Le Révérend King et le mouvement syndical

Ce lundi 21 janvier sera l’occasion pour les Américains de commémorer la mémoire de Martin Luther King Jr., ce grand homme et défenseur des droits civiques. Le Révérend King est en effet fortement ancré dans la mémoire des gens pour son travail assidu et courageux en faveur de l’égalité raciale et ce, à juste titre. Toutefois, il était tout autant passionné par la question de la justice économique, ce qui explique qu’il a travaillé étroitement avec le mouvement syndical.

Au cours des années qui suivirent la Guerre civile américaine, les Noirs américains ne jouissaient aucunement de liberté, la ségrégation raciale étant alors codifiée dans la loi et appuyée par l’État. Que ce soient les établissements scolaires, les distributeurs d’eau, les restaurants de tout type ou encore les trains et autobus, toutes les parties de la vie américaine étaient bien sous le signe de la ségrégation. Comme l’a d’ailleurs si bien dit le Révérend King « la ségrégation n’est rien d’autre que l’esclavage maquillé par quelques subtilités de la complexité ».

Malheureusement, le mouvement syndical du début du 20ème siècle aux États-Unis souffrait de maux identiques :

« Les travailleurs, qu’ils soient Noirs ou Blancs, partageaient un intérêt accru pour le syndicalisme, mais du fait que les syndicats étaient dirigés par des travailleurs Blancs qui généralement excluaient les Noirs, les travailleurs Noirs entreprirent de se syndiquer par leurs propres moyens. »

En fait, d’ailleurs dans bien des cas, les syndicats fermaient les yeux sur la codification de pratiques discriminatoires dans leurs propres contrats. Dans la foulée de la Guerre froide, un grand nombre de syndicats se lancèrent dans des campagnes visant à purger leurs rangs de prétendus communistes plutôt que de s’attaquer à la question du racisme en leur sein :

« L’emprise de la ‘Peur rouge’ contre le radicalisme du monde syndical supprima les voix les plus persistantes et militantes en faveur d’une mobilisation interraciale de la classe ouvrière. Elle permit aussi d’empêcher les syndicats de Noirs de prendre pied dans les secteurs difficiles à syndiquer que sont les travailleurs occupant des emplois mal rémunérés, principalement occupés par des gens de couleur et des femmes. »

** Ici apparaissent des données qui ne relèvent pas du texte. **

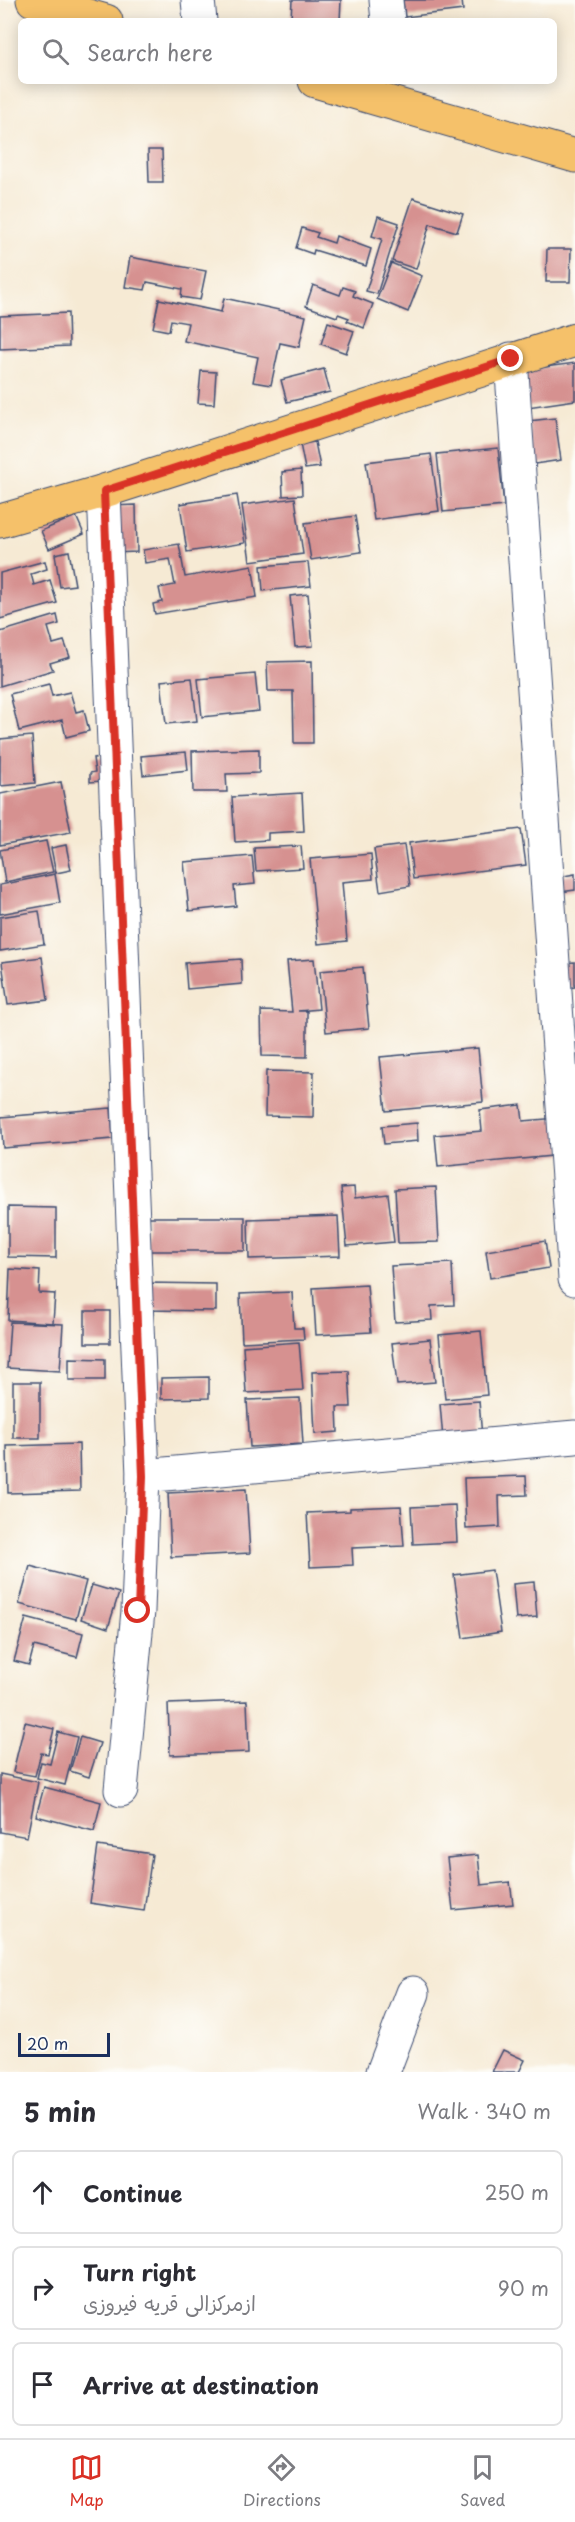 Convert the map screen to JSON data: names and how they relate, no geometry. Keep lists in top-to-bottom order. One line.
{"scale_bar":"20 m","page":{"search":"Search here","scale":"20 m","heading":["5 min","Walk · 340 m"],"list":[["Continue","250 m"],["Turn right","ازمرکزالی قریه فیروزی","90 m"],"Arrive at destination"],"nav":["Map","Directions","Saved"]}}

Il existait toutefois parmi eux des syndicats plus progressistes, dont la United Packinghouse Workers of America (devenu depuis L’Union internationale des travailleurs et travailleuses uni(e)s de l’alimentation et du commerce), qui s’avéra être un allié de poids au mouvement en faveur des droits civiques. Ce syndicat comptait déjà dans sa structure organique son propre Département antiracisme national qui était « considéré comme l’un des groupes les plus actifs et critiques dans la lutte contre la ségrégation ». En mars 1955, ses dirigeants s’engagèrent même à amasser une somme de 10 millions de dollars (soit l’équivalent de 93 millions de dollars américains en 2018) pour mettre fin à la ségrégation, cette somme devant servir à financer la défense des personnes qui défieraient les lois ségrégationnistes et à porter leurs cas devant les tribunaux de juridiction supérieure.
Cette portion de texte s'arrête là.